**TASK MATERIAL:**
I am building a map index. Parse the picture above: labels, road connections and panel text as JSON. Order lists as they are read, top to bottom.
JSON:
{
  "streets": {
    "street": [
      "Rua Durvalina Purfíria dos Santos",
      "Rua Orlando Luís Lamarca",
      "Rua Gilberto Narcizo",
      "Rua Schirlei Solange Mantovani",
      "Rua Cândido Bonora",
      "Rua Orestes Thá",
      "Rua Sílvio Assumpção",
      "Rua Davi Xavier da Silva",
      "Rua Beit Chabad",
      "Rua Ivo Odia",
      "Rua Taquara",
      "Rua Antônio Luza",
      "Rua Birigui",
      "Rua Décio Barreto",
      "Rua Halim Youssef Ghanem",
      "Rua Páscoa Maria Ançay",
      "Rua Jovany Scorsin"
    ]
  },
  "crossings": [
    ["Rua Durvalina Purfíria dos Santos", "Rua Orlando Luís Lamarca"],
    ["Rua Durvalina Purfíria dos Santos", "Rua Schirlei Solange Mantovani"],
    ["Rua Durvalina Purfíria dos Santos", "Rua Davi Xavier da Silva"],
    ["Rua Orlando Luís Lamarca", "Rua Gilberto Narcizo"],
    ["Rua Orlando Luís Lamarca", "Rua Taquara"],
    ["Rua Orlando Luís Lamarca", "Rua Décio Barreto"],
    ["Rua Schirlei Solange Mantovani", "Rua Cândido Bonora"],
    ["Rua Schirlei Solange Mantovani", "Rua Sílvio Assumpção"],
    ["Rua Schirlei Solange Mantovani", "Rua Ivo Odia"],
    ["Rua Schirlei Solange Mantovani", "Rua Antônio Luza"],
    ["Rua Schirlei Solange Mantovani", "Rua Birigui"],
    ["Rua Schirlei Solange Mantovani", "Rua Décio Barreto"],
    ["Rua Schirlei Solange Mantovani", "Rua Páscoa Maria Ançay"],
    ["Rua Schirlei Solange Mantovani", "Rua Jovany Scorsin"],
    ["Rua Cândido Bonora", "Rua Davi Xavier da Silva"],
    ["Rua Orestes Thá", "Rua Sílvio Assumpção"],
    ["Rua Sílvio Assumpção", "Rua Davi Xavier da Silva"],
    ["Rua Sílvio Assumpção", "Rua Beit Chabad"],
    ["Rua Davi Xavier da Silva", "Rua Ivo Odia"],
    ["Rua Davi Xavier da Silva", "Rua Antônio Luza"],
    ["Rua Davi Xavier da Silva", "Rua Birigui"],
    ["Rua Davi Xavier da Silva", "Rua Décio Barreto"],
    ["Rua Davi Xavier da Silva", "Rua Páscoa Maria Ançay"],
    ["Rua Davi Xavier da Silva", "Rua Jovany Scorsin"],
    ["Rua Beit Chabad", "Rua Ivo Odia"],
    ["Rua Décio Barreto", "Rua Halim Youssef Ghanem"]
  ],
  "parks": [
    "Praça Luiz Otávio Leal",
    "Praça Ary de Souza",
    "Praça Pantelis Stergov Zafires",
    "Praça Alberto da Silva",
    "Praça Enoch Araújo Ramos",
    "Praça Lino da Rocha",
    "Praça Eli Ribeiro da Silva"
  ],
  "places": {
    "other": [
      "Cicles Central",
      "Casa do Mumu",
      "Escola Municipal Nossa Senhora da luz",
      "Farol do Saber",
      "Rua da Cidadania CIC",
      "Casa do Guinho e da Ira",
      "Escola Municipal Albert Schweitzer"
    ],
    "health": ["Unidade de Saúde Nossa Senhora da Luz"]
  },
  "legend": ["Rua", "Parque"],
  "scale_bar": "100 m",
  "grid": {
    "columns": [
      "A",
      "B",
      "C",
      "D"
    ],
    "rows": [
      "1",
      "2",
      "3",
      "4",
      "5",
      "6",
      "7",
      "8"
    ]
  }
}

**TASK DESCRIPTION:** Write out all of the records exactly as they stand above.

**WRITTEN REPLY:**
I am building a map index. Parse the picture above: labels, road connections and panel text as JSON. Order lists as they are read, top to bottom.
JSON:
{
  "streets": {
    "street": [
      "Rua Durvalina Purfíria dos Santos",
      "Rua Orlando Luís Lamarca",
      "Rua Gilberto Narcizo",
      "Rua Schirlei Solange Mantovani",
      "Rua Cândido Bonora",
      "Rua Orestes Thá",
      "Rua Sílvio Assumpção",
      "Rua Davi Xavier da Silva",
      "Rua Beit Chabad",
      "Rua Ivo Odia",
      "Rua Taquara",
      "Rua Antônio Luza",
      "Rua Birigui",
      "Rua Décio Barreto",
      "Rua Halim Youssef Ghanem",
      "Rua Páscoa Maria Ançay",
      "Rua Jovany Scorsin"
    ]
  },
  "crossings": [
    ["Rua Durvalina Purfíria dos Santos", "Rua Orlando Luís Lamarca"],
    ["Rua Durvalina Purfíria dos Santos", "Rua Schirlei Solange Mantovani"],
    ["Rua Durvalina Purfíria dos Santos", "Rua Davi Xavier da Silva"],
    ["Rua Orlando Luís Lamarca", "Rua Gilberto Narcizo"],
    ["Rua Orlando Luís Lamarca", "Rua Taquara"],
    ["Rua Orlando Luís Lamarca", "Rua Décio Barreto"],
    ["Rua Schirlei Solange Mantovani", "Rua Cândido Bonora"],
    ["Rua Schirlei Solange Mantovani", "Rua Sílvio Assumpção"],
    ["Rua Schirlei Solange Mantovani", "Rua Ivo Odia"],
    ["Rua Schirlei Solange Mantovani", "Rua Antônio Luza"],
    ["Rua Schirlei Solange Mantovani", "Rua Birigui"],
    ["Rua Schirlei Solange Mantovani", "Rua Décio Barreto"],
    ["Rua Schirlei Solange Mantovani", "Rua Páscoa Maria Ançay"],
    ["Rua Schirlei Solange Mantovani", "Rua Jovany Scorsin"],
    ["Rua Cândido Bonora", "Rua Davi Xavier da Silva"],
    ["Rua Orestes Thá", "Rua Sílvio Assumpção"],
    ["Rua Sílvio Assumpção", "Rua Davi Xavier da Silva"],
    ["Rua Sílvio Assumpção", "Rua Beit Chabad"],
    ["Rua Davi Xavier da Silva", "Rua Ivo Odia"],
    ["Rua Davi Xavier da Silva", "Rua Antônio Luza"],
    ["Rua Davi Xavier da Silva", "Rua Birigui"],
    ["Rua Davi Xavier da Silva", "Rua Décio Barreto"],
    ["Rua Davi Xavier da Silva", "Rua Páscoa Maria Ançay"],
    ["Rua Davi Xavier da Silva", "Rua Jovany Scorsin"],
    ["Rua Beit Chabad", "Rua Ivo Odia"],
    ["Rua Décio Barreto", "Rua Halim Youssef Ghanem"]
  ],
  "parks": [
    "Praça Luiz Otávio Leal",
    "Praça Ary de Souza",
    "Praça Pantelis Stergov Zafires",
    "Praça Alberto da Silva",
    "Praça Enoch Araújo Ramos",
    "Praça Lino da Rocha",
    "Praça Eli Ribeiro da Silva"
  ],
  "places": {
    "other": [
      "Cicles Central",
      "Casa do Mumu",
      "Escola Municipal Nossa Senhora da luz",
      "Farol do Saber",
      "Rua da Cidadania CIC",
      "Casa do Guinho e da Ira",
      "Escola Municipal Albert Schweitzer"
    ],
    "health": ["Unidade de Saúde Nossa Senhora da Luz"]
  },
  "legend": ["Rua", "Parque"],
  "scale_bar": "100 m",
  "grid": {
    "columns": [
      "A",
      "B",
      "C",
      "D"
    ],
    "rows": [
      "1",
      "2",
      "3",
      "4",
      "5",
      "6",
      "7",
      "8"
    ]
  }
}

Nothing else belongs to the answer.